Abstract
Background. Heme oxygenase 1 (HO-1) is an inducible stress-response enzyme that not only catalyzes the degradation of heme (e.g., released from erythrocytes) but also has an important function in various physiological and pathophysiological states associated with cellular stress, such as ischemic/reperfusion injury. HO-1 has a well-documented anti-inflammatory potential and inhibits complement cascade (ComC)-mediated inflammatory responses. Moreover, HO-1 has been reported to have a negative effect on adhesion and migration of neutrophils in acute inflammation in a model of peritonitis. Radiation chimeras created after transplantation with HSPCs having a mutation in one of the alleles of HO-1 engrafted much faster; however, a persistent decrease in HO-1 activity in these animals resulted in their enhanced sensitivity to stress and susceptibility to irradiation (Blood 2008, 112, 4494-4502). Moreover, we recently demonstrated that HO-1-deficient HSPCs show enhanced in vitro migration up an SDF-1 gradient (Stem Cell Rev & Rep. 2015, 11, 110-118).
Hypothesis. Based on these findings, we hypothesized that transient inhibition of HO-1 by non-toxic, small-molecule inhibitors would enhance in vivo migration of HSPCs to bone marrow (BM)-derived chemoattractants and thus would facilitate their homing and accelerate hematopoietic recovery
Materials and Methods. To address this issue, we first generated several human hematopoietic cell lines in which HO-1 was upregulated or downregulated. We also exposed murine and human BM-derived cells to small-molecule inhibitors or activators of HO-1 and performed dose and timing toxicity studies. Next, murine BM mononuclear cells (MNCs) and human umbilical cord blood (UCB) MNCs were exposed to the small-molecule HO-1 inhibitor Sn(IV) protoporphyrin IX dichloride (SnPP) and tested for their chemotactic response in Transwell migration assays to all currently known HSPC chemoattractants, including stromal-derived factor 1 (SDF-1), sphingosine-1-phosphate (S1P), ceramide-1-phosphate (C1P), and the extracellular nucleotides ATP and UTP. For in vivo assays, lethally irradiated mice were transplanted with BM MNCs exposed or not exposed to SnPP, and in recipient animals we evaluated i) the number of day-12 colony-forming units in spleen (CFU-S) and colony-forming units for granulocyte/macrophage (CFU-GM) progenitors in BM and ii) the kinetics of peripheral blood (PB) count recovery by measuring the number of leucocytes, lymphocytes, and platelets. We also performed competitive repopulation studies with a limited number of transplanted BM MNCs using the CD45.1 and CD45.2 congenic mouse models.
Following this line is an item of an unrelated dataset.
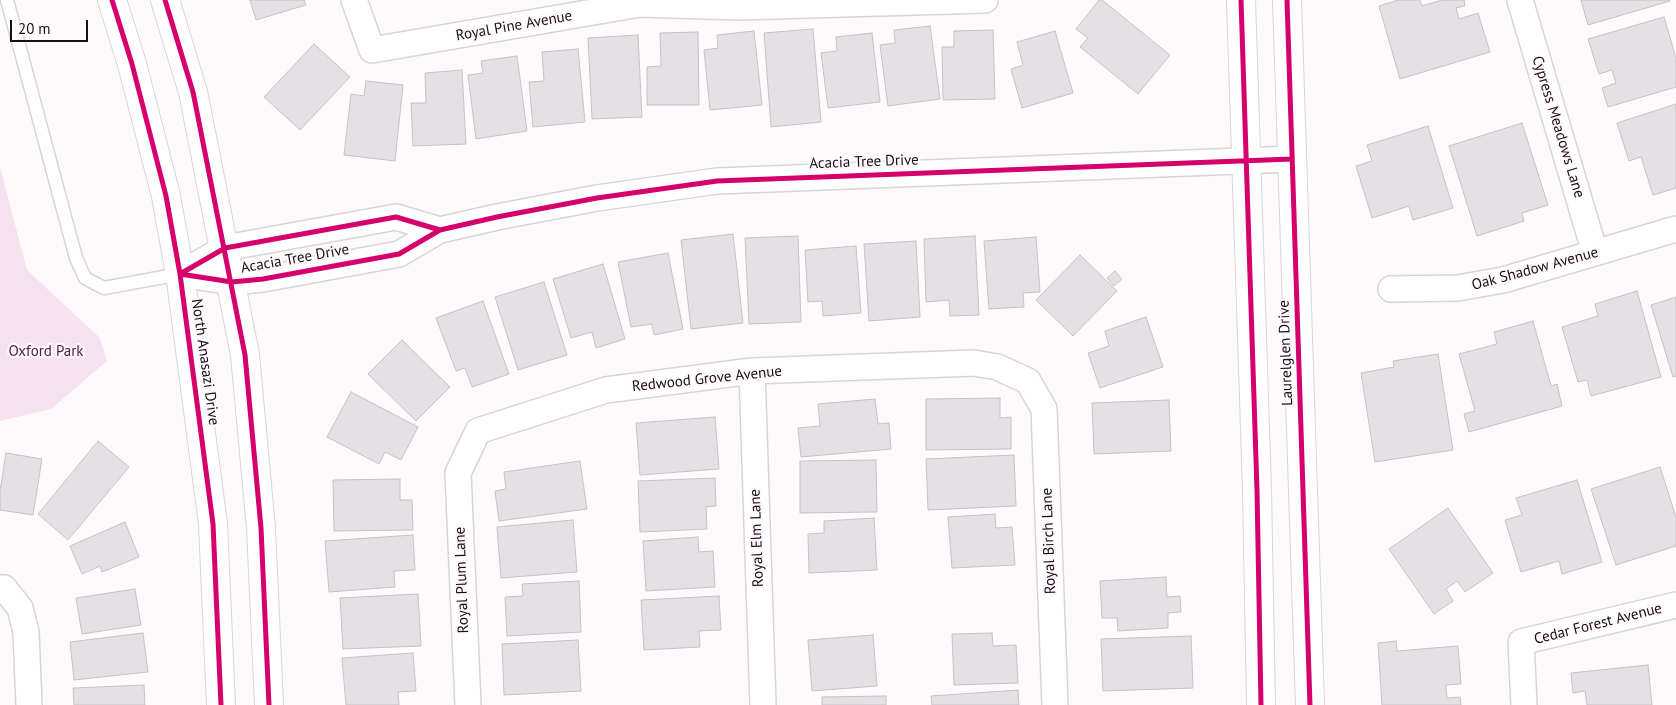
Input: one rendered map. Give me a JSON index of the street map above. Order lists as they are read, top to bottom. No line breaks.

Results and Conclusions. We demonstrate here that HO-1 is a negative regulator of HSPC migration, and thus, by transiently inhibiting its activity in HSPCs with the non-toxic small-molecule inhibitor (SnPP), it is possible to accelerate homing and subsequent engraftment of HSPCs. We propose that this simple and inexpensive strategy could be employed in the clinical setting to improve seeding efficiency of transplanted HSPCs and their engraftment, particularly in those situations in which the number of HSPCs available for transplant is limited (e.g., from UCB or grafts harvested from poor mobilizers).
No relevant conflicts of interest to declare.
Author notes
Asterisk with author names denotes non-ASH members.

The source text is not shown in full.